- [Saved entries]:
☆ ☆ ☆
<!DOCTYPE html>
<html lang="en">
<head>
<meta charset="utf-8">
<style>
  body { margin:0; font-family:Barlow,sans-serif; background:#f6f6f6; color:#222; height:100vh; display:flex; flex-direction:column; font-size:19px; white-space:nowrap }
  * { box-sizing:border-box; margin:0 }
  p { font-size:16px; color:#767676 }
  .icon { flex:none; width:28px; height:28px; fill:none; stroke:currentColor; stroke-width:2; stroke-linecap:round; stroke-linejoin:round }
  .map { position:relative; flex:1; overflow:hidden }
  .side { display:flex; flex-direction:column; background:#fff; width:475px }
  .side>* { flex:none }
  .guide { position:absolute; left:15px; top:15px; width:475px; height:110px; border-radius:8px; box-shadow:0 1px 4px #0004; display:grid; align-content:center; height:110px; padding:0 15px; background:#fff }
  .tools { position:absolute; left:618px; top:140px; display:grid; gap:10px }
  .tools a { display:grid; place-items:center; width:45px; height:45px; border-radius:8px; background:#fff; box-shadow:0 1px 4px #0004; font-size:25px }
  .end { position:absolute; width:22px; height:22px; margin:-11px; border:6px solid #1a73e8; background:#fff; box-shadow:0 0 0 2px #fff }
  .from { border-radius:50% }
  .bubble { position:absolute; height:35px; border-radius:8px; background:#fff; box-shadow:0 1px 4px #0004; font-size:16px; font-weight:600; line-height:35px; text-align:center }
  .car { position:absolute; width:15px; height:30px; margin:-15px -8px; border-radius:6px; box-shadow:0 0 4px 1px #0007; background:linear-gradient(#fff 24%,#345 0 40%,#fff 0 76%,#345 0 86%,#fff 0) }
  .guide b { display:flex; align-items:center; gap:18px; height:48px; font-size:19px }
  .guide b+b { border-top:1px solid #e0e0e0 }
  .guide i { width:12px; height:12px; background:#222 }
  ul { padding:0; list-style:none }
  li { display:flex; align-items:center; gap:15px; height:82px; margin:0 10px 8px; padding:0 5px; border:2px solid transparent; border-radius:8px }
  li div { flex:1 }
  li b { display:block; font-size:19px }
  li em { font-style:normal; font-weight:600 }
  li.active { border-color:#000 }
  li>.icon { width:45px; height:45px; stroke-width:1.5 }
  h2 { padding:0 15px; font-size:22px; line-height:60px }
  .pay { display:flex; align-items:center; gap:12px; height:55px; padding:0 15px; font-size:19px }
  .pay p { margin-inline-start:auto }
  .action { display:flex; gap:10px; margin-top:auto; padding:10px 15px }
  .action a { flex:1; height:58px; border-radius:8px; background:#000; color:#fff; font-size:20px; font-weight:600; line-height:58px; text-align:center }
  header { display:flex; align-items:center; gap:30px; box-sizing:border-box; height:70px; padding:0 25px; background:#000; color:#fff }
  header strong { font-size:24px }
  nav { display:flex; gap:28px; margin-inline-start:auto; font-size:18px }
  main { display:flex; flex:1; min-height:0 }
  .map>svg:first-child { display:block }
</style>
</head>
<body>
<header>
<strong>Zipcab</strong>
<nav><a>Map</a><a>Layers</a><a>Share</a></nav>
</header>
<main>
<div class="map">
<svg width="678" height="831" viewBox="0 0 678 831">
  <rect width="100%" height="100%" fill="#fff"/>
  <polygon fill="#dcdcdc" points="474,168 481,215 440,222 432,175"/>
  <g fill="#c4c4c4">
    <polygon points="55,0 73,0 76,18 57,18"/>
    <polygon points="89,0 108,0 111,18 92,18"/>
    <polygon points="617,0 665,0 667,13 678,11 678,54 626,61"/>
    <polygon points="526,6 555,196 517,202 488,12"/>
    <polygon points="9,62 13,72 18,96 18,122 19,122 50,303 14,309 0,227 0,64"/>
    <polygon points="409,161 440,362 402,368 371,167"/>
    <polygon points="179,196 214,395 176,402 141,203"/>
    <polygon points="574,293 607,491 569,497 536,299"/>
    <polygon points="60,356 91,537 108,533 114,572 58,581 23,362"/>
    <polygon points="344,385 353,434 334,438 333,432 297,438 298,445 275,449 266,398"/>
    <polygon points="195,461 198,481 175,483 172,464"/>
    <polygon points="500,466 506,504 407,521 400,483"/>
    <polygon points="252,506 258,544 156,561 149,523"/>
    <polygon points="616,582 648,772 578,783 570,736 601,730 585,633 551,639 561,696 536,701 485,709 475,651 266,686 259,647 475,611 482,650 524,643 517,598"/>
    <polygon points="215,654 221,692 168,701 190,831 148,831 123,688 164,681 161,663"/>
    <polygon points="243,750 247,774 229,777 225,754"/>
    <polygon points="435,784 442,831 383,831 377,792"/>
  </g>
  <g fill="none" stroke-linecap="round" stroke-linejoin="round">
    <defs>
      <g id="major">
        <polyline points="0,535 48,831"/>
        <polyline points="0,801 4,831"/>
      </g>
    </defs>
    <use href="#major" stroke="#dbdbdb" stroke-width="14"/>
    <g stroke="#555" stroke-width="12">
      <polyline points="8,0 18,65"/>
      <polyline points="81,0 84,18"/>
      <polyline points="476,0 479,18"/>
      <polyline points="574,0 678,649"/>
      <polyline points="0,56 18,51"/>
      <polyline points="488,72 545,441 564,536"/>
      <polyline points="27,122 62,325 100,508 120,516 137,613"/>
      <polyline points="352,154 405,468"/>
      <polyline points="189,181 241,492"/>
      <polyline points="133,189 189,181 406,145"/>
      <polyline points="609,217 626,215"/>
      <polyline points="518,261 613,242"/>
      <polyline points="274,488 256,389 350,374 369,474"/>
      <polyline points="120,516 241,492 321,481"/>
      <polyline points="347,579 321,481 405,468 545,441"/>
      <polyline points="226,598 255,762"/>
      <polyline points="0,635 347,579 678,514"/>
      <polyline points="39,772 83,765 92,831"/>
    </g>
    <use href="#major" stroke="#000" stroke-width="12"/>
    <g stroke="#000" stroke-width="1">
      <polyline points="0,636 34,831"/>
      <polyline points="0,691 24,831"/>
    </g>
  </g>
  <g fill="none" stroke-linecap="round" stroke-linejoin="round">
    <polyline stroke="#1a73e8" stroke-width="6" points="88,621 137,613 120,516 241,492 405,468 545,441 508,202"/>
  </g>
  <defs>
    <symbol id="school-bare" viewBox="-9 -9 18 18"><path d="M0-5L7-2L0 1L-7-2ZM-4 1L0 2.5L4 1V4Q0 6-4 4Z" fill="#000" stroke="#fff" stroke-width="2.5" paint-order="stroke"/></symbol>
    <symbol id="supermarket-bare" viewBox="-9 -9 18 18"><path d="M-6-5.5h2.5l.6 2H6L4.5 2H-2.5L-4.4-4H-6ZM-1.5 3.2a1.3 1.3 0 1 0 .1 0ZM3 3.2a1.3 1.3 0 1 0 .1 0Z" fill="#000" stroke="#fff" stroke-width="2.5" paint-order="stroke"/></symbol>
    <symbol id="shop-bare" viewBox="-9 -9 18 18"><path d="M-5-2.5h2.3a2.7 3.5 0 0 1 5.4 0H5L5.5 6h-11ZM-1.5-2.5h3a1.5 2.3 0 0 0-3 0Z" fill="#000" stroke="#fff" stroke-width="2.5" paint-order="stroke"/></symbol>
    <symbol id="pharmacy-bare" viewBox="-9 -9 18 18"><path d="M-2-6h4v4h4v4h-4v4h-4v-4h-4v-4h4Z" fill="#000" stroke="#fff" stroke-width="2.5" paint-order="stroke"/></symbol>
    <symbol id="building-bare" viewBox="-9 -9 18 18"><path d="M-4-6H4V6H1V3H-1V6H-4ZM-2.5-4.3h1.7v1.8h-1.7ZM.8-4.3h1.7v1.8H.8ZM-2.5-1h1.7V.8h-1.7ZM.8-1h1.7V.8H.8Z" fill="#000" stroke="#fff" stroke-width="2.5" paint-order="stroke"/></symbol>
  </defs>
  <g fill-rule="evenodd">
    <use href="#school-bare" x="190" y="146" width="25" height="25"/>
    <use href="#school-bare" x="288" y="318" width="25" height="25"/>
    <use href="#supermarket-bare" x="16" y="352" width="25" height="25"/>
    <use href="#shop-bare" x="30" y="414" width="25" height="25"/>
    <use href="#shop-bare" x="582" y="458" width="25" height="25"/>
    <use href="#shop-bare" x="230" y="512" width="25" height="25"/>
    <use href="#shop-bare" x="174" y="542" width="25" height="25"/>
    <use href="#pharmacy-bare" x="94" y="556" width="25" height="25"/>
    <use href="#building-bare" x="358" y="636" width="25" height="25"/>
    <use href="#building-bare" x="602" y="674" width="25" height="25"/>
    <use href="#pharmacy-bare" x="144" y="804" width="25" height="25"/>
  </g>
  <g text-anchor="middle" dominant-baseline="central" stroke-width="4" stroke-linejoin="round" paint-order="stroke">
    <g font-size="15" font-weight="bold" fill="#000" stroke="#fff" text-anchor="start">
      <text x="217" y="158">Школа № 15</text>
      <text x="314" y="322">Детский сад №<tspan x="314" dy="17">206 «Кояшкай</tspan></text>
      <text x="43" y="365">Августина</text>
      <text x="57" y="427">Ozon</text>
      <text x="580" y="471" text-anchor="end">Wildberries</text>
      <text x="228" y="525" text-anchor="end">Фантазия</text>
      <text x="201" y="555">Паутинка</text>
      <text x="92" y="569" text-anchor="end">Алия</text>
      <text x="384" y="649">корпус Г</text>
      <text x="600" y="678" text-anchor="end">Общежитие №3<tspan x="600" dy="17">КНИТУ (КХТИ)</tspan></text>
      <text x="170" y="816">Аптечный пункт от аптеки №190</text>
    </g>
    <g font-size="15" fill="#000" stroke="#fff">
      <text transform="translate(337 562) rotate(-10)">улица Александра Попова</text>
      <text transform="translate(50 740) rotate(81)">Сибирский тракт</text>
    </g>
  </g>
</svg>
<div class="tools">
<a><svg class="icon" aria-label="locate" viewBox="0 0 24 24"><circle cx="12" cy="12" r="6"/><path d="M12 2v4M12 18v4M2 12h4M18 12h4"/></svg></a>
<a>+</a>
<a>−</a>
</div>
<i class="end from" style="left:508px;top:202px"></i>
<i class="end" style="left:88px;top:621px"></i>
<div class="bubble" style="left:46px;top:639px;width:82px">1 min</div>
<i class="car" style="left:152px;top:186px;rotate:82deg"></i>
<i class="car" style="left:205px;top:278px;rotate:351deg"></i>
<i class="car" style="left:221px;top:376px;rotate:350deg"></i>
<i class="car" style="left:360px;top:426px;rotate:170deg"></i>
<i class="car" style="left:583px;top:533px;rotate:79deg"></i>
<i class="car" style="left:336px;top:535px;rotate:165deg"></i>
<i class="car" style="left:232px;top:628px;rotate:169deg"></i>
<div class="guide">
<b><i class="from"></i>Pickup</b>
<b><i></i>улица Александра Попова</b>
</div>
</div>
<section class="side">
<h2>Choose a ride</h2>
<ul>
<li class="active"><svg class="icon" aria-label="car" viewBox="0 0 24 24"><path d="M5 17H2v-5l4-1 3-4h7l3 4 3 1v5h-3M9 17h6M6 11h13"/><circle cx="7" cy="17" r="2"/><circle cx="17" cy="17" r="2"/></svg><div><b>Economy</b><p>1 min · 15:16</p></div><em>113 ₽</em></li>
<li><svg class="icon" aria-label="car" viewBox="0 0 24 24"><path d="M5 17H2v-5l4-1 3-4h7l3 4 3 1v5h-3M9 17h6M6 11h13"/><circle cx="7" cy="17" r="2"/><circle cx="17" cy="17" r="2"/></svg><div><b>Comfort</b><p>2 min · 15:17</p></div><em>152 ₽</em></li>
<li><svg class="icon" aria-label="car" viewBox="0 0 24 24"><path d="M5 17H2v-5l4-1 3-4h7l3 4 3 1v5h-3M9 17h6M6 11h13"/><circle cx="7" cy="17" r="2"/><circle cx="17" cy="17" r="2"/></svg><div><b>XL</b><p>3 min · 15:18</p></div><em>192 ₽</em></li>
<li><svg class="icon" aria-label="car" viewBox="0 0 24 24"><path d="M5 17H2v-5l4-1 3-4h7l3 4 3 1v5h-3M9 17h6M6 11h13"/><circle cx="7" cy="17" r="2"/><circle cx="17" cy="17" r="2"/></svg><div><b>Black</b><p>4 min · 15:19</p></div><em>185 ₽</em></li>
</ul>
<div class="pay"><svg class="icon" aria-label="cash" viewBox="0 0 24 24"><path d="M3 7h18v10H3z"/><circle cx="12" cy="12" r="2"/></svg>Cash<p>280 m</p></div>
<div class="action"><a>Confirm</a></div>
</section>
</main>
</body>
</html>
☆ ☆ ☆
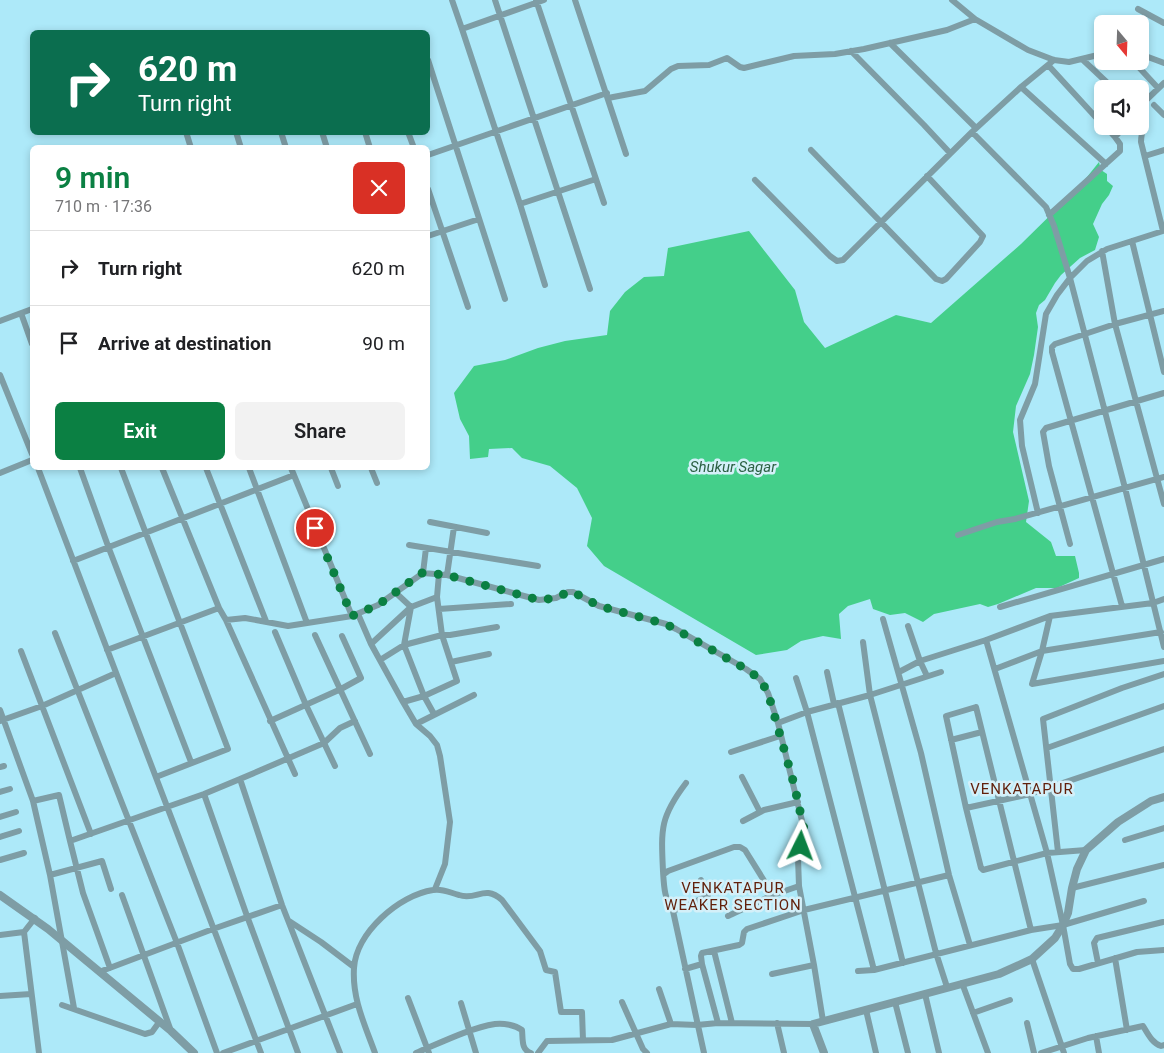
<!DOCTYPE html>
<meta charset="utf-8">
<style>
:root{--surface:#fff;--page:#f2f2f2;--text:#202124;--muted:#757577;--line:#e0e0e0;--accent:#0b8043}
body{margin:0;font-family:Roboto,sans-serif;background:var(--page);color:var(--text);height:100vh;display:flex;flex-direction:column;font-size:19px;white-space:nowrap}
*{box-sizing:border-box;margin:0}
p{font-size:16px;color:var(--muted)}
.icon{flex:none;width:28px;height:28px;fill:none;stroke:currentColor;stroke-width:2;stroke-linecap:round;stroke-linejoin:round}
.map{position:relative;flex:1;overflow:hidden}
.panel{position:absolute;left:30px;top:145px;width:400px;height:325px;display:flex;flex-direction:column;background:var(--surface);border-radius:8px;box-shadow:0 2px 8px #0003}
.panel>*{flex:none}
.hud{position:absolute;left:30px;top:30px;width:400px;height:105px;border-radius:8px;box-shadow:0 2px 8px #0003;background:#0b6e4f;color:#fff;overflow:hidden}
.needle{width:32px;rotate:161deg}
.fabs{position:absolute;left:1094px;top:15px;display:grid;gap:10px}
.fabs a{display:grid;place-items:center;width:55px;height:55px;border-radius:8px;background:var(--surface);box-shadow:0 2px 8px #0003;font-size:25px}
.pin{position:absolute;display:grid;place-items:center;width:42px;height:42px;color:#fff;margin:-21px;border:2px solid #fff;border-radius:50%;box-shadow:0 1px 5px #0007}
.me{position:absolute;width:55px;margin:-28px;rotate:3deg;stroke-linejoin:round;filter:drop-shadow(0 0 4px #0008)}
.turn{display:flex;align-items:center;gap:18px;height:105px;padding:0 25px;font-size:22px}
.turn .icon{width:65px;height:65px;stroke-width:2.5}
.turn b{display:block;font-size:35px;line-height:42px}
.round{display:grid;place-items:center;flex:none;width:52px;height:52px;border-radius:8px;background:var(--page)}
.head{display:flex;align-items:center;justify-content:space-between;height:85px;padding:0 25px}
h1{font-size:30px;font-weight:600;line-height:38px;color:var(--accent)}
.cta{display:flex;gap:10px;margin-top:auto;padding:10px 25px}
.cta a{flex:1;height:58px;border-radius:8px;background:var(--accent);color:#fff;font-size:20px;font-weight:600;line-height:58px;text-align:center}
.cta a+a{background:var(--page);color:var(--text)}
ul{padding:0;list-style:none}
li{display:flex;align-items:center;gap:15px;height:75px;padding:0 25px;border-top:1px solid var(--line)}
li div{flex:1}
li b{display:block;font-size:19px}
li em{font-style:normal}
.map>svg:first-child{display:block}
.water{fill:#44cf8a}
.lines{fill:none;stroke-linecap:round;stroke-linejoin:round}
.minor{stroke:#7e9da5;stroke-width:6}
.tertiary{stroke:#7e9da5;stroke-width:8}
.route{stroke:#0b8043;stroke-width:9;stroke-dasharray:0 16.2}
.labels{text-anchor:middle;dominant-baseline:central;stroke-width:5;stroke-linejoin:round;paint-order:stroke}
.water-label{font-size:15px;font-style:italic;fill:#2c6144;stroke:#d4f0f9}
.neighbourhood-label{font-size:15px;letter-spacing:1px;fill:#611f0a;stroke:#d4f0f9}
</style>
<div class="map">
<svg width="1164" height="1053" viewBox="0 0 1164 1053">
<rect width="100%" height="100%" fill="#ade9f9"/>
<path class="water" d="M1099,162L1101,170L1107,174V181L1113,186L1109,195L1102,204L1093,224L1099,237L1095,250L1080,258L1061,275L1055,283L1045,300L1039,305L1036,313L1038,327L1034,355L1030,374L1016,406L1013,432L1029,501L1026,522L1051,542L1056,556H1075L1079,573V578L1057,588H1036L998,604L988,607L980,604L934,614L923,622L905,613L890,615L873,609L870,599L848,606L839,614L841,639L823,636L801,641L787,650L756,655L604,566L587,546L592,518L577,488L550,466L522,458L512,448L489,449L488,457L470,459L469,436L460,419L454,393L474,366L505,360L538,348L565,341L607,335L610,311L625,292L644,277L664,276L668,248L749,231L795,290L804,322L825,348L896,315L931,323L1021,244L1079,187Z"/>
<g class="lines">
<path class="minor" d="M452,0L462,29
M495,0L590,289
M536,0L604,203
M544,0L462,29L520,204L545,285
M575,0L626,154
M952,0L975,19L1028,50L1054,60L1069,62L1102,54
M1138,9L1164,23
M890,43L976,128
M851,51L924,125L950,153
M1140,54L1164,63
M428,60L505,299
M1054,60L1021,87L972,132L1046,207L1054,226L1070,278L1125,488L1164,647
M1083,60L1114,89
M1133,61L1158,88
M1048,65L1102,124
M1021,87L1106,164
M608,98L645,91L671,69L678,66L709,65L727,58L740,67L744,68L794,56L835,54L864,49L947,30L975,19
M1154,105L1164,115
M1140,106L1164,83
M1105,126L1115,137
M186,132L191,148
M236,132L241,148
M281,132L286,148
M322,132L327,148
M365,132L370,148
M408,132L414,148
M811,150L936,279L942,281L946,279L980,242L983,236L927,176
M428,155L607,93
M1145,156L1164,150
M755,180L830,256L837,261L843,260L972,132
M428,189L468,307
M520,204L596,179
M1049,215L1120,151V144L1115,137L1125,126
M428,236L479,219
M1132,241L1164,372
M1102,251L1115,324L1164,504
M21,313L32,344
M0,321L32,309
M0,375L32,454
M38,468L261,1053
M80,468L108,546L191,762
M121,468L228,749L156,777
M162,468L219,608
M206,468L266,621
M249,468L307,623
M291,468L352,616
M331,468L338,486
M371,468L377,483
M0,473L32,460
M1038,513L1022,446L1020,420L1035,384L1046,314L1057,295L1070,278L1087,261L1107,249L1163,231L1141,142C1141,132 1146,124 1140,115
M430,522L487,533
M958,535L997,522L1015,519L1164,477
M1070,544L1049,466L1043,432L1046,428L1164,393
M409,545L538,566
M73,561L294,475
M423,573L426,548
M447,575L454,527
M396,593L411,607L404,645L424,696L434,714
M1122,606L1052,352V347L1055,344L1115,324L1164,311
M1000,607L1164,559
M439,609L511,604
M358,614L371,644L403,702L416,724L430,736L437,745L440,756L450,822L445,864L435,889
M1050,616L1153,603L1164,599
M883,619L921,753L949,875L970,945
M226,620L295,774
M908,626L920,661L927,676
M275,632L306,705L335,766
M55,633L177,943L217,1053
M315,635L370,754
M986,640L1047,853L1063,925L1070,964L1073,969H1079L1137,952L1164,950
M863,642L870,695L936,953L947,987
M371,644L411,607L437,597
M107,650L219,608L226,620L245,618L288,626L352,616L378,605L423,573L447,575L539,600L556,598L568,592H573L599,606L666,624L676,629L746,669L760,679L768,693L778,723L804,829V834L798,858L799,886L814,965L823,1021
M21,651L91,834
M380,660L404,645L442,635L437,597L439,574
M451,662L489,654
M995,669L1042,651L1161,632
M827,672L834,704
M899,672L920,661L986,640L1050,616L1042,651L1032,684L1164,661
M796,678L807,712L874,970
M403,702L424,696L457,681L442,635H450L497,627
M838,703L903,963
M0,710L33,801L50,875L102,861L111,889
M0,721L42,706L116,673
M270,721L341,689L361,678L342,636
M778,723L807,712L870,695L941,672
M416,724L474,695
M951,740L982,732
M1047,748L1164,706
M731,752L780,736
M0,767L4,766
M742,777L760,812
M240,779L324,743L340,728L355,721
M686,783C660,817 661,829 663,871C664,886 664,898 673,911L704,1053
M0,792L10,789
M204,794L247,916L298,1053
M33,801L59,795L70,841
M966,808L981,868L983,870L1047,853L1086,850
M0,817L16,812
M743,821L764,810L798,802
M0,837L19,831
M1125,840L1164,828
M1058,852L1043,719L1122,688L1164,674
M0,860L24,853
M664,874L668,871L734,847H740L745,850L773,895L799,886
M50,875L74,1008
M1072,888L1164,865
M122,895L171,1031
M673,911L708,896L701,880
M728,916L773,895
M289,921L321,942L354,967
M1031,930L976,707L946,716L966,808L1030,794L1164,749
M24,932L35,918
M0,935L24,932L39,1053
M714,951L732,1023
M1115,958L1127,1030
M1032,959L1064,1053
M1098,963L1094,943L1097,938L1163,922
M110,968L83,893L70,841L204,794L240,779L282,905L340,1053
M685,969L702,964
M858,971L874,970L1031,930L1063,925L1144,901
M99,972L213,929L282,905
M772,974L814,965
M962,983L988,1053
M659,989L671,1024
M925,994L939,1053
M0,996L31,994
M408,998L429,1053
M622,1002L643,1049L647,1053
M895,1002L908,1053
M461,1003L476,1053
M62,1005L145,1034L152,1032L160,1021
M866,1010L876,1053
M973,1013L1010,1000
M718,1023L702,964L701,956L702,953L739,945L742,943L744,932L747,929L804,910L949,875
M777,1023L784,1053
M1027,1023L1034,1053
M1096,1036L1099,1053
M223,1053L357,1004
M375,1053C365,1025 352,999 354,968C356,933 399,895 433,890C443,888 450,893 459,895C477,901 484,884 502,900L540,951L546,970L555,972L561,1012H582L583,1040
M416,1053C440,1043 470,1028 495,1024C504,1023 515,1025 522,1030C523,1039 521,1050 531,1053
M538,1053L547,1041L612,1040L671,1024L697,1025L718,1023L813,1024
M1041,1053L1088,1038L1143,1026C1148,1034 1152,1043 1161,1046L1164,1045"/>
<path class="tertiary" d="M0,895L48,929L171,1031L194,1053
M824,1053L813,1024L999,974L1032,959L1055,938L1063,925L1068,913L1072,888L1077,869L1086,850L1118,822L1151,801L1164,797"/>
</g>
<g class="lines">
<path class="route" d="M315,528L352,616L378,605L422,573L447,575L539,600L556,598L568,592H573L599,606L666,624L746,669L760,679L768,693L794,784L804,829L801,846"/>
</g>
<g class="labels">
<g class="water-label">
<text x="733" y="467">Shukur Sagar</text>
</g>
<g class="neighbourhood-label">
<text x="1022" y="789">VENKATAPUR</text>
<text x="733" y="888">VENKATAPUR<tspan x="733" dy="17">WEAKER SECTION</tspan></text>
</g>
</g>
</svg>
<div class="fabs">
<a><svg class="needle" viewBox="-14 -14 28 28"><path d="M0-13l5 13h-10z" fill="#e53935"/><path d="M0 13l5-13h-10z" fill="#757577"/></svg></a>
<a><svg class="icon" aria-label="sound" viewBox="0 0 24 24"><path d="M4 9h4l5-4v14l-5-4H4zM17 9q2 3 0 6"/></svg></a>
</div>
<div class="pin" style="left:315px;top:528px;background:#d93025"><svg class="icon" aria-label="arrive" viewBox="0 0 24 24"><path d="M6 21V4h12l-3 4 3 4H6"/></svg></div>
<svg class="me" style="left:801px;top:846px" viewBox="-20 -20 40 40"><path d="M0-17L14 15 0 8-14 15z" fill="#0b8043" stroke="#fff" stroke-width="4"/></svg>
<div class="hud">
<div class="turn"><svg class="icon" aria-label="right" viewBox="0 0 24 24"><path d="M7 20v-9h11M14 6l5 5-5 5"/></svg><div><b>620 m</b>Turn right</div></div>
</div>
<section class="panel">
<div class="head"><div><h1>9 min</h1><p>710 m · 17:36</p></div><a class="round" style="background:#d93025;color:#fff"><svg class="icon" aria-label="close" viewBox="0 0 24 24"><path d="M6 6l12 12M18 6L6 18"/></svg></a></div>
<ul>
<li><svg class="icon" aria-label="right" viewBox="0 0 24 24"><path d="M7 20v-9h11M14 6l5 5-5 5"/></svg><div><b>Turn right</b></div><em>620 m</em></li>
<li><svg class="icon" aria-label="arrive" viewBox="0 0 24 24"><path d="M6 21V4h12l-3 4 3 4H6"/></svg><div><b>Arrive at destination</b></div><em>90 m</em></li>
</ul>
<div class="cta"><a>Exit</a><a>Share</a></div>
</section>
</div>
☆ ☆ ☆
- [What needs to be done]: Each line above that includes the word "fabs" is to be copied.

- [Output for this exercise]:
.fabs{position:absolute;left:1094px;top:15px;display:grid;gap:10px}
.fabs a{display:grid;place-items:center;width:55px;height:55px;border-radius:8px;background:var(--surface);box-shadow:0 2px 8px #0003;font-size:25px}
<div class="fabs">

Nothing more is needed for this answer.